Media & Culture

It's the Culture, Stupid!

By New Matilda

January 26, 2005

As a feminist and researcher, numbers are obviously part of my advocacy and trade skills. Doing surveys, collecting data, showing that women are less represented at various levels of decision making and over-represented in low paid, low powered areas are often part of the core arguments about gender issues. But has this approach led us astray?

The present debate about Julia Gillard’s possible bid for the Labor leadership is a good illustration of problems and an interesting starting point for exploring other approaches. A single woman as possible PM? The number of mentions of Gillard’s marital status, her clean kitchen, her lack of children could, and probably will, be matched by another woman’s pillorying because of a messy kitchen, marital problems and the time demands of children. So basically women are still being judged differently from men in similar circumstances, and on standards that still reflect sexist judgements.

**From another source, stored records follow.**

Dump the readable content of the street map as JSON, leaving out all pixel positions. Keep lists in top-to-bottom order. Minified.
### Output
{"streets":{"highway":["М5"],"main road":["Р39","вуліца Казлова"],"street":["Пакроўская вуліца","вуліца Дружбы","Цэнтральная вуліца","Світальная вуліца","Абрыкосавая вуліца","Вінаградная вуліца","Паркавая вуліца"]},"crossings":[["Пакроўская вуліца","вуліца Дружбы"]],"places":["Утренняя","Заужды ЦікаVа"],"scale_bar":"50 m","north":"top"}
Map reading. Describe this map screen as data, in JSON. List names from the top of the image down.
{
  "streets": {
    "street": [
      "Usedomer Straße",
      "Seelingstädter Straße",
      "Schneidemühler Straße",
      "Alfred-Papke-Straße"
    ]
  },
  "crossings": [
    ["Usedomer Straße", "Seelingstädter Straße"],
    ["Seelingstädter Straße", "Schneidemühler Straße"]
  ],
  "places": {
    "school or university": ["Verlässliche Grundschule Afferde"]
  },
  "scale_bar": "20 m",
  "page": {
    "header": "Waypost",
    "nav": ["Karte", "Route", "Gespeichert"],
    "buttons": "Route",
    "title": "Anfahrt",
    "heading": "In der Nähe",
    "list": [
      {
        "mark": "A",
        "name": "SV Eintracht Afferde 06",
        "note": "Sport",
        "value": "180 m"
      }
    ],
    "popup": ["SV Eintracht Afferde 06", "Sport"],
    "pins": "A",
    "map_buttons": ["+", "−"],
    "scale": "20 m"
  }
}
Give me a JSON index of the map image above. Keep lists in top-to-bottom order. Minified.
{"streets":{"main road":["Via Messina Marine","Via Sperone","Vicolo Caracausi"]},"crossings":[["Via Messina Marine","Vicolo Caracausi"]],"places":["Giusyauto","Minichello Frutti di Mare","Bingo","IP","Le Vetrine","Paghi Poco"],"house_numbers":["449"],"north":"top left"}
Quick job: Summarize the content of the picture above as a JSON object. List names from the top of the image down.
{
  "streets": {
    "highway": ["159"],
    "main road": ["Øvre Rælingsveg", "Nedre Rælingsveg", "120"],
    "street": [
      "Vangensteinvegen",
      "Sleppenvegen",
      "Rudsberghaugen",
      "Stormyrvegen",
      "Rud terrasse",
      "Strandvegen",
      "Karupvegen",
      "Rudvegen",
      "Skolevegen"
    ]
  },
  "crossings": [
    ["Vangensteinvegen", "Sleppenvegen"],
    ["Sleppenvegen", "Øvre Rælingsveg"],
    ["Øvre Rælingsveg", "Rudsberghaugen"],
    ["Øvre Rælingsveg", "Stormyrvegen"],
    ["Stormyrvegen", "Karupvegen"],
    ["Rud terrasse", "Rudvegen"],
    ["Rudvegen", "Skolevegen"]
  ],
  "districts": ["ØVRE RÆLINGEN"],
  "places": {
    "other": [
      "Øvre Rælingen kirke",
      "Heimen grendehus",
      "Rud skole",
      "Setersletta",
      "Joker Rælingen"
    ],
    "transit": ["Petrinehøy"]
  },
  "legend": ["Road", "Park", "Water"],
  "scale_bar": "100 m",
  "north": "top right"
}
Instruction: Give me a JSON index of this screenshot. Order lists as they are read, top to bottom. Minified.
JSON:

The passions of seventies’ feminism were diverse but most of us were very clear that we wanted to change the ways the world worked, not just share the spoils of the powerful. When we started programs for greater representation of women in the workplace, the government and powerful institutions we thought that better representation, once the numbers passed the tipping point, would mean that things would change!

In Australia we used UN international Women’s Year, now thirty years ago, to set up programs to raise the proportions of women towards equal numbers in these organisations. My question is did it work? Yes, that bit did. There are more women in these structures, some even in top oppositions but part two of the intention was forgotten and failed to eventuate. Work places still expect us to work long hours and live male lifestyles or move sideways into a family friendly track. So we become surrogate males but, like most parvenus, we are not really accepted and are still restricted to certain types of behaviours that are deemed to be suitable for us. This is so clearly illustrated in the Gillard case. Julia Gillard will not win the leadership at this stage because she is from the left and hasn’t the numbers. Given the tribalised games of factions in the ALP, it is highly unlikely that any left winger will move across the divide, particularly not a relatively junior one. So her pitch for leadership is not a gender issue, but a factional one. So why has the gender issue risen up? Because most institutions, like political parties, public bureaucracies, corporations and others are still operating in male modalities.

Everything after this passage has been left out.